Sizing
Sizing Vane Data jobs is mostly about data volume, UDF cost, and model resources.
Start with a small run
Record:
- input rows
- input bytes
- projected columns
- UDF backend
- batch size
- concurrency
- CPU/GPU resources
- output rows
- elapsed time
Then scale one variable at a time.
Local CPU UDF
Use:
execution_backend="subprocess_task"Start with:
- batch_size=512 for text cleaning
- batch_size=32 for image/audio decoding
Adjust based on memory and latency.
Local model actor
Use:
execution_backend="subprocess_actor"Start with:
- concurrency=1
- a batch size that keeps the model busy without memory pressure
Increase concurrency only if CPU/GPU resources remain idle.
Ray task
Use:
execution_backend="ray_task"Good for CPU-heavy stateless work. Watch scheduling overhead if batches are too small.
Ray actor
Use:
execution_backend="ray_actor"Good for stateful model inference.
Sizing rule:
required GPUs = concurrency * gpusIf concurrency=4 and gpus=1, the Ray cluster needs at least 4 available GPUs for full parallelism.
Scan sizing
Relevant public settings:
- ray_scan_task_size_grouping
- ray_max_task_backlog
- ray_scan_task_open_cost_bytes
- ray_scan_task_min_partition_num
Use scan task grouping when many small files would otherwise create too many scan tasks.
Output sizing
Embeddings can dominate output size.
Estimate:
rows * dimensions * 4 bytesFor 10 million rows and 768 float32 dimensions, raw vector values alone are about 30 GB before file format overhead.
Red flags
- One UDF batch contains unused large columns.

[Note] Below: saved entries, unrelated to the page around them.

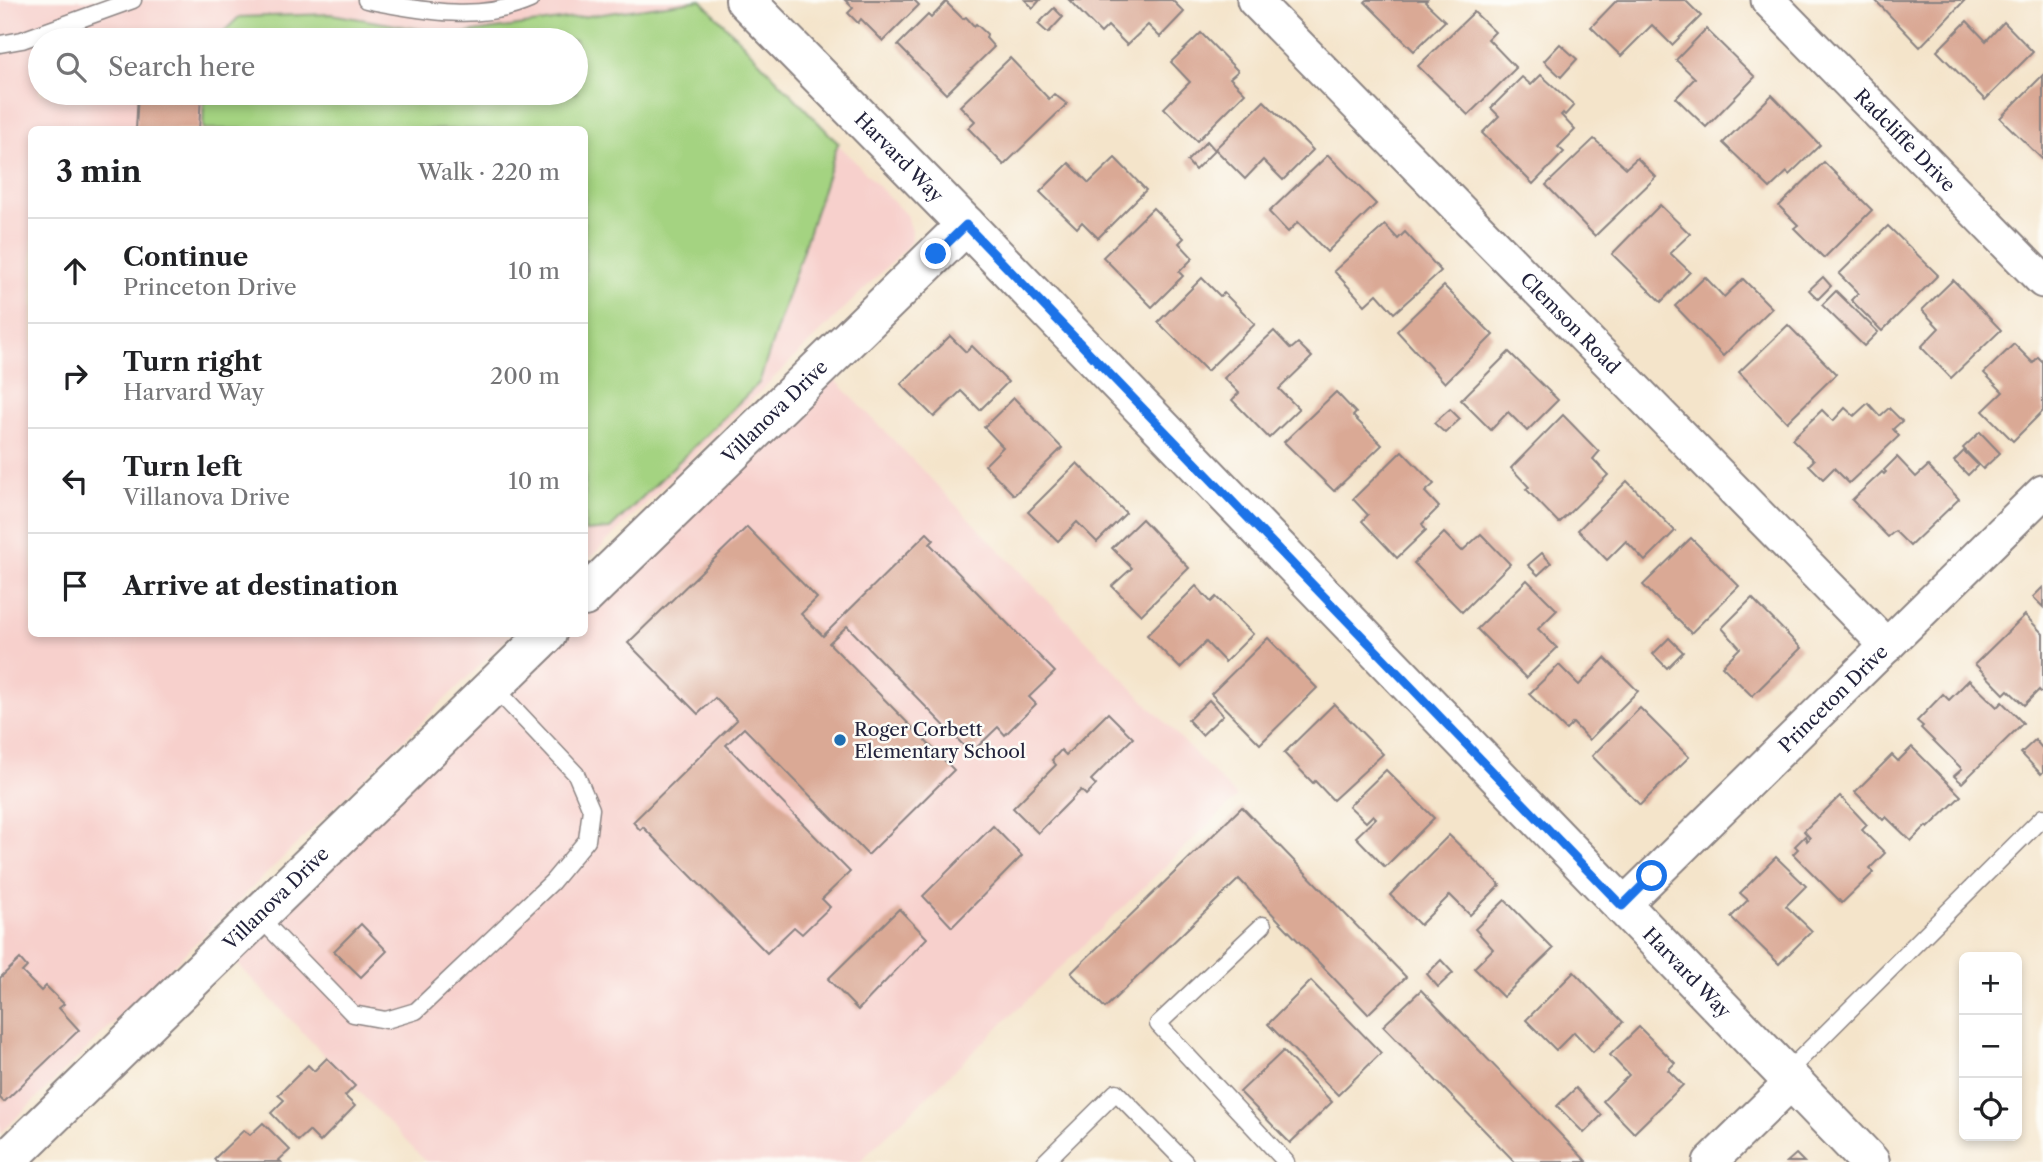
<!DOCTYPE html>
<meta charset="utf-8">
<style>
:root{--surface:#fff;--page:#f6f6f6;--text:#202124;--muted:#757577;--line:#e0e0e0}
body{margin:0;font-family:"Libre Caslon Text",serif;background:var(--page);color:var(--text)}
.controls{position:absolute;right:21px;bottom:21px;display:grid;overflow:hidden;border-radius:10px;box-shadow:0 4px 10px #0003}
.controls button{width:63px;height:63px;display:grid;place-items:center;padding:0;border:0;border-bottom:2px solid var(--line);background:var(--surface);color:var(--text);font:35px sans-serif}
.stop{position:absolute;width:21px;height:21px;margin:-16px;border:5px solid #1a73e8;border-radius:50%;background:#fff}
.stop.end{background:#1a73e8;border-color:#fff;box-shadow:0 2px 7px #0008}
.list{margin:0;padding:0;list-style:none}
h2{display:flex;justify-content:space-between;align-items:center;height:91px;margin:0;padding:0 28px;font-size:30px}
h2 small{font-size:23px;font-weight:400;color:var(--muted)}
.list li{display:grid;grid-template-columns:46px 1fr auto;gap:21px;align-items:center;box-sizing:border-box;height:105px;padding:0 28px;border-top:2px solid var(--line)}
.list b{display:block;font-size:26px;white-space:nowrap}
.list p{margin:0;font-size:23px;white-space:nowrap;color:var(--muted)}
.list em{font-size:23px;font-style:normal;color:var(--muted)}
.icon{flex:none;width:38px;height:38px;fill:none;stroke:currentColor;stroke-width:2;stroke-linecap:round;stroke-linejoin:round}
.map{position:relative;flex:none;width:2043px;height:1162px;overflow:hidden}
.search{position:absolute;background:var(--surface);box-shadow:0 4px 10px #0003;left:28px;top:28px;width:560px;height:77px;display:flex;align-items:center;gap:18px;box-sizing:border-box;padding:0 24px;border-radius:38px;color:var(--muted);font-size:26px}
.panel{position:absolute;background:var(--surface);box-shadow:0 4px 10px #0003;left:28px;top:126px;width:560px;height:511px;border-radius:10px}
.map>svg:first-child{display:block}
.built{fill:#f7d0cc;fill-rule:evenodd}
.green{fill:#a4d381;stroke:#637a5e;stroke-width:2}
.building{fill:#daa995}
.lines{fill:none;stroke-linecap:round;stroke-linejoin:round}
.service-casing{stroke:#8b8382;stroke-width:19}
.minor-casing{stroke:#8b8382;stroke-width:37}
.tertiary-casing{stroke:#8b8382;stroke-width:42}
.service{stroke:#fff;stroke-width:16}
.minor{stroke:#fff;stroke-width:33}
.tertiary{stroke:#fff;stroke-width:38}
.route{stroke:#1a73e8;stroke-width:9}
.poi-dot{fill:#1f6fb2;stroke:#fdfcf7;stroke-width:2.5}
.labels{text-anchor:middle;stroke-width:5;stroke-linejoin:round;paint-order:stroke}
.street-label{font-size:19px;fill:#22223b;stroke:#fdfcf7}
.poi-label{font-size:19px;fill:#22223b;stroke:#fdfcf7;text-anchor:start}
</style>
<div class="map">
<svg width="2043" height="1162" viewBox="0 0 2043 1162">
<rect width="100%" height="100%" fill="#fdfcf7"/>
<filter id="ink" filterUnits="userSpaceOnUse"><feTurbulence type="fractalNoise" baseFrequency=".0143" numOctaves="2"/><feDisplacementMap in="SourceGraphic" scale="14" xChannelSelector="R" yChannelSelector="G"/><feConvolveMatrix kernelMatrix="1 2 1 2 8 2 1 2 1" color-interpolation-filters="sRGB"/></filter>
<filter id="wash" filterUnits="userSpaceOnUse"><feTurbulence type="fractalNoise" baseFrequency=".00686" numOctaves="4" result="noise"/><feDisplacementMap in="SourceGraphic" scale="28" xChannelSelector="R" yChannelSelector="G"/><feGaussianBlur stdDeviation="1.57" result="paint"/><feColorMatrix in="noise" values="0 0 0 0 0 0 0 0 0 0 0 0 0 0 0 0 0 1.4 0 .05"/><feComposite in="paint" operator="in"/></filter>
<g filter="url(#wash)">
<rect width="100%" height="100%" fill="#f4e4ca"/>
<g class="built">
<path d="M0 0H700L906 215 912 231 911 241 904 250 585 563 584 130H32V634H512L0 1134ZM40 40H576V93H40Z"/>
<path d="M826 370 1237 797 859 1162H426L227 953 555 634H584L585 605Z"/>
</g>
<path class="green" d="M701 0 838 143 759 383 610 529 585 531 584 130 203 129 204 93H576V40H215L239 17 331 14 453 35Z"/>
<g id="blocks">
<g class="building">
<path d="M845 0H914L919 5 883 41 861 19 858 23 848 13 853 8Z"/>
<path d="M1025 0H1040L1033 8Z"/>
<path d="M1069 0H1172L1184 12 1160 37 1148 25 1127 45 1108 26 1101 33Z"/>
<path d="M1367 0H1427L1425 2 1445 21 1414 51 1365 2Z"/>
<path d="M1617 0H1685L1701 16 1672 45 1652 25 1621 56 1591 27Z"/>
<path d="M1875 0H1965L1920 47Z"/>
<path d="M946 2 963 19 966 17 974 26 976 24 987 34 986 38 994 47 946 94 898 45 928 15 931 18Z"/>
<path d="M1054 8 1063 17 1048 33 1038 24Z"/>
<path d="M1474 12 1495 32 1488 39 1516 68 1468 115 1418 66Z"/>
<path d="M1967 21 1986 41 2004 22 2033 52 1985 100 1937 51Z"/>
<path d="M1706 29 1755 77 1706 127 1676 98 1695 78 1676 60Z"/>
<path d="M1201 33 1238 71 1230 78 1245 93 1197 141 1164 108 1190 82 1171 62Z"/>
<path d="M1560 44 1577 59 1561 77 1544 61Z"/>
<path d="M1010 58 1049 99 1054 94 1067 104 1004 165 968 128 975 121 960 106Z"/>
<path d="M1541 75 1574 105 1565 115 1563 113 1561 115 1575 130 1558 147 1564 152 1533 184 1482 133 1499 116 1491 108 1522 77 1531 85Z"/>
<path d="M2043 75V160L2000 118Z"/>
<path d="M138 93 201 94 199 130H136Z"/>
<path d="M1772 95 1820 145 1789 175 1787 172 1770 188 1723 143Z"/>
<path d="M1264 101 1313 150 1283 180 1263 160 1245 179 1215 149Z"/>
<path d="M1594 139 1626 168 1637 158 1656 177 1595 236 1546 185Z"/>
<path d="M1207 141 1215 150 1195 170 1187 161Z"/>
<path d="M1328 155 1376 204 1327 252 1298 222 1288 232 1269 212Z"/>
<path d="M1115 158 1146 190 1098 238 1082 222 1077 228 1040 192 1069 163 1089 183Z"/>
<path d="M1824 162 1872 210 1824 258 1794 228 1798 225 1779 206Z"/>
<path d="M1660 205 1690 234 1670 253 1690 272 1661 302 1612 254Z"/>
<path d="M1153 208 1184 238 1179 243 1193 258 1179 272 1183 276 1152 307 1103 257Z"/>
<path d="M1385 225 1398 239 1405 232 1441 271 1394 313 1377 294 1365 305 1334 271Z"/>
<path d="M1888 226 1938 275 1882 331 1851 300 1858 293 1839 274Z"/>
<path d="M1705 277 1724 297 1743 279 1772 308 1723 356 1675 306Z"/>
<path d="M1823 277 1831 286 1818 299 1809 290Z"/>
<path d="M1202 278 1220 296 1224 293 1255 324 1207 371 1158 322Z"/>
<path d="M1953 280 2001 330 1951 378 1921 347 1939 328 1922 310Z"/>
<path d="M1444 286 1493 335 1445 383 1397 331Z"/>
<path d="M1836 291 1878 332 1864 346 1822 305Z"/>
<path d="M1788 325 1836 374 1787 422 1739 372Z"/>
<path d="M1274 331 1291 349 1298 343 1312 357 1279 389 1299 409 1269 438 1232 400 1239 393 1224 378Z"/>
<path d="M950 336 966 352 972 346 1008 382 980 410 961 391 934 417 901 384Z"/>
<path d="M2014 344 2033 363 2038 357 2043 362V411L2013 441 1983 411 2003 392 1984 373Z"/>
<path d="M1509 352 1558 400 1527 431 1508 412 1491 430 1461 400Z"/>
<path d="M1336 392 1356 413 1353 416 1382 445 1334 491 1284 442Z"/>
<path d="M1014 398 1062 448 1014 495 985 465 1003 447 984 427Z"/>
<path d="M1868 403 1880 416 1889 408 1902 421 1893 429 1899 436 1849 483 1834 468 1823 479 1809 465 1814 460 1792 439 1822 410 1833 421 1845 408 1854 416Z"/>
<path d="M1450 409 1460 419 1445 433 1434 423Z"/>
<path d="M1563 415 1599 452 1593 459 1608 475 1559 523 1526 489 1529 487 1511 468Z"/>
<path d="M1980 432 2000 453 1983 469 1963 448Z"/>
<path d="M1402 451 1434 484 1425 492 1439 507 1422 524 1426 530 1397 558 1362 521 1368 515 1353 499Z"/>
<path d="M1964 451 1978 465 1968 475 1954 461Z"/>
<path d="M1897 457 1916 477 1928 466 1959 499 1910 546 1895 531 1888 537 1852 500 1882 472 1884 474 1886 472 1884 470Z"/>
<path d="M1077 463 1126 513 1097 542 1077 522 1058 541 1028 512Z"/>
<path d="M1627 481 1675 531 1645 561 1626 541 1607 560 1578 530Z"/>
<path d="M1142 519 1189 568 1141 615 1112 586 1132 568 1112 548Z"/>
<path d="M747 527 817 598 801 614 823 636 927 533 934 540 930 544 1055 672 1029 697 1036 704 1005 735 998 727 971 753 847 626 829 643 954 770 868 855 744 728 726 745 850 872 822 899 830 907 802 934 794 927 767 953 643 827 640 830 633 822 737 720 715 698 698 714 628 643Z"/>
<path d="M1444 533 1462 551 1481 534 1510 564 1462 612 1414 563Z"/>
<path d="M1691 538 1739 586 1691 633 1643 585Z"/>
<path d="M1542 553 1551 563 1538 575 1528 565Z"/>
<path d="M1527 580 1557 610 1538 629 1557 648 1526 678 1477 629Z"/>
<path d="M1196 586 1211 602 1216 597 1253 634 1225 662 1206 642 1180 668 1147 635Z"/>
<path d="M2043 587V607L2033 597Z"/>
<path d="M1752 598 1801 648 1752 696 1722 666 1740 648 1722 628Z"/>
<path d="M2025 615 2043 634V694L2039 690 2024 705 2008 690 2004 694 1975 664Z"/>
<path d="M1268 638 1317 688 1260 744 1211 694Z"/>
<path d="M1669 638 1683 652 1667 668 1653 654Z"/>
<path d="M1605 658 1638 691 1589 740 1573 723 1566 730 1529 694 1559 665 1579 685Z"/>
<path d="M1969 680 1997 707 2002 702 2023 723 1962 783 1954 776 1962 769 1921 728 1923 726 1917 721 1943 694 1949 700Z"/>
<path d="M1209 700 1223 715 1202 735 1188 720Z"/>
<path d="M1334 704 1383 754 1333 800 1315 781 1313 783 1284 753Z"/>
<path d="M1640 708 1689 757 1640 805 1592 756Z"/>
<path d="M1108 713 1133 738 1091 780 1096 785 1086 795 1081 790 1038 833 1013 808 1056 765 1052 760 1061 750 1066 755Z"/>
<path d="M2035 740 2043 749V772L2041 774 2021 753Z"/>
<path d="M1912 747 1961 796 1928 828 1926 826 1911 841 1886 817 1883 820 1855 792 1892 755 1898 761Z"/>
<path d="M1386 770 1434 818 1385 867 1356 837 1376 818 1373 815 1366 822 1349 806Z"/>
<path d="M1840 796 1867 825 1862 830 1885 853 1870 868 1874 872 1842 903 1793 854 1798 849 1795 846 1805 836 1807 841 1810 838 1804 831Z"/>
<path d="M1242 807 1406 977 1368 1014 1239 879 1105 1008 1071 973Z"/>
<path d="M993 826 1022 856 952 927 923 896Z"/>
<path d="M1449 835 1500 885 1470 915 1450 895 1420 925 1390 895Z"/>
<path d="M1776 857 1806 886 1786 906 1812 931 1779 964 1731 917 1748 900 1740 893Z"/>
<path d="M1505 900 1553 949 1503 997 1474 968 1493 949 1475 929Z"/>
<path d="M899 909 927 938 858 1010 828 979Z"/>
<path d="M361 924 387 951 361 977 334 951Z"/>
<path d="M20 959 27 967 22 972 41 991 46 986 64 1004 59 1008 79 1030 4 1102 0 1098V978Z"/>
<path d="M1441 960 1453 973 1438 987 1427 974Z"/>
<path d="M1574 972 1623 1022 1593 1052 1574 1032 1556 1050 1526 1020Z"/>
<path d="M1311 981 1381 1053 1338 1095 1268 1024Z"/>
<path d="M1421 990 1587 1162H1515L1383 1026Z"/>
<path d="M1639 1027 1675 1063 1668 1070 1683 1085 1634 1133 1603 1101 1629 1075 1610 1055Z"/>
<path d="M1283 1051 1332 1102 1290 1143 1240 1092Z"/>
<path d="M327 1058 355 1086 345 1096 355 1106 320 1142 309 1131 298 1141 271 1113 284 1100 278 1095 308 1065 314 1071Z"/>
<path d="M1576 1088 1602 1115 1584 1133 1557 1106Z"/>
<path d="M263 1123 290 1150 279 1160 281 1162H216L214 1159 244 1130 250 1135Z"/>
<path d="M1796 1154 1804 1162H1787Z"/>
</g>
</g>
</g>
<g filter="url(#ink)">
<use href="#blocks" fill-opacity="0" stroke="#8b8382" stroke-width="2"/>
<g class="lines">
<g class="service-casing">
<g id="service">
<path d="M366 0C419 10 478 23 530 0"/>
<path d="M0 44 22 40 133 0"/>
<path d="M258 916 353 1014 386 1020 416 1011 552 882 587 840 591 809 576 774 493 686"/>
<path d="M1263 925 1158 1024 1286 1162"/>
<path d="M1784 1075 2043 817"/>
<path d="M1045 1162 1116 1092 1185 1162"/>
</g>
</g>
<g class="minor-casing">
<g id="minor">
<path id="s1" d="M1254 0 1887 646"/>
<path id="s2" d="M1768 0 2043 281"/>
<path id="s3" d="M1622 906 2043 492"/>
<path d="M1710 1162 1792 1082"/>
</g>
</g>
<g class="tertiary-casing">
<g id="tertiary">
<path id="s4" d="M745 0 966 225 1870 1162"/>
<path id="s5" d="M584 597 966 225"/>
<path id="s6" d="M5 1162 547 634"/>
</g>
</g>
<use href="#service" class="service"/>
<use href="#minor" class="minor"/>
<use href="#tertiary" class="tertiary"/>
</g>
</g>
<g class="lines" filter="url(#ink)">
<path class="route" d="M936 254 966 225 1622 906 1652 876"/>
</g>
<circle class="poi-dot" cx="840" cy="740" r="7"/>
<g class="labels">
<g class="street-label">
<text dy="7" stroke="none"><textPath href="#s2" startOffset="196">Radcliffe Drive</textPath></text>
<text dy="7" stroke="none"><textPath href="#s4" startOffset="220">Harvard Way</textPath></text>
<text dy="7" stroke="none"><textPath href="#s1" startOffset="452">Clemson Road</textPath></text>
<text dy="7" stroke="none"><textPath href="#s5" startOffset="266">Villanova Drive</textPath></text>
<text dy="7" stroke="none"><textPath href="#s3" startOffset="296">Princeton Drive</textPath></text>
<text dy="7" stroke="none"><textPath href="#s6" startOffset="378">Villanova Drive</textPath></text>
<text dy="7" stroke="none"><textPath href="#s4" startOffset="1354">Harvard Way</textPath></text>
</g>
<g class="poi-label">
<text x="854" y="736">Roger Corbett<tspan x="854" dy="22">Elementary School</tspan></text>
</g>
</g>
</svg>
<div class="controls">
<button>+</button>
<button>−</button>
<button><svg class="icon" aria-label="locate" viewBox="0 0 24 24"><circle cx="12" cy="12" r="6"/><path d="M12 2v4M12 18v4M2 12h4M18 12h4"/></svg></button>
</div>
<div class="stop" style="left:1652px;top:876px"></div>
<div class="stop end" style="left:936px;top:254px"></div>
<div class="search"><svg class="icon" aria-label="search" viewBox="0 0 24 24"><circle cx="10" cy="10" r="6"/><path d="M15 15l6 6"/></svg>Search here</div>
<section class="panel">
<h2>3 min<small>Walk · 220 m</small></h2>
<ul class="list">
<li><svg class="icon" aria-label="ahead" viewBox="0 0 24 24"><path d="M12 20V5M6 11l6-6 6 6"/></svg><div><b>Continue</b><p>Princeton Drive</p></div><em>10 m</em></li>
<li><svg class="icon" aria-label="right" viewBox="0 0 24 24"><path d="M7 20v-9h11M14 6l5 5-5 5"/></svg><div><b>Turn right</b><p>Harvard Way</p></div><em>200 m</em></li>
<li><svg class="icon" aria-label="left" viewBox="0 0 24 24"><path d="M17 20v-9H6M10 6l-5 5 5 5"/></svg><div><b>Turn left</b><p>Villanova Drive</p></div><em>10 m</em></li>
<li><svg class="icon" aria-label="arrive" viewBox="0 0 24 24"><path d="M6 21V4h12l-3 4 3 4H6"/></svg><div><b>Arrive at destination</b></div></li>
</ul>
</section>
</div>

- Workers download model weights for every batch.
- Output is written to node-local disk from a distributed job.
- API-backed providers run with concurrency higher than rate limits.
- A single huge file prevents parallelism.
Fix projection, actor reuse, shared storage, provider limits, and partitioning before adding more machines.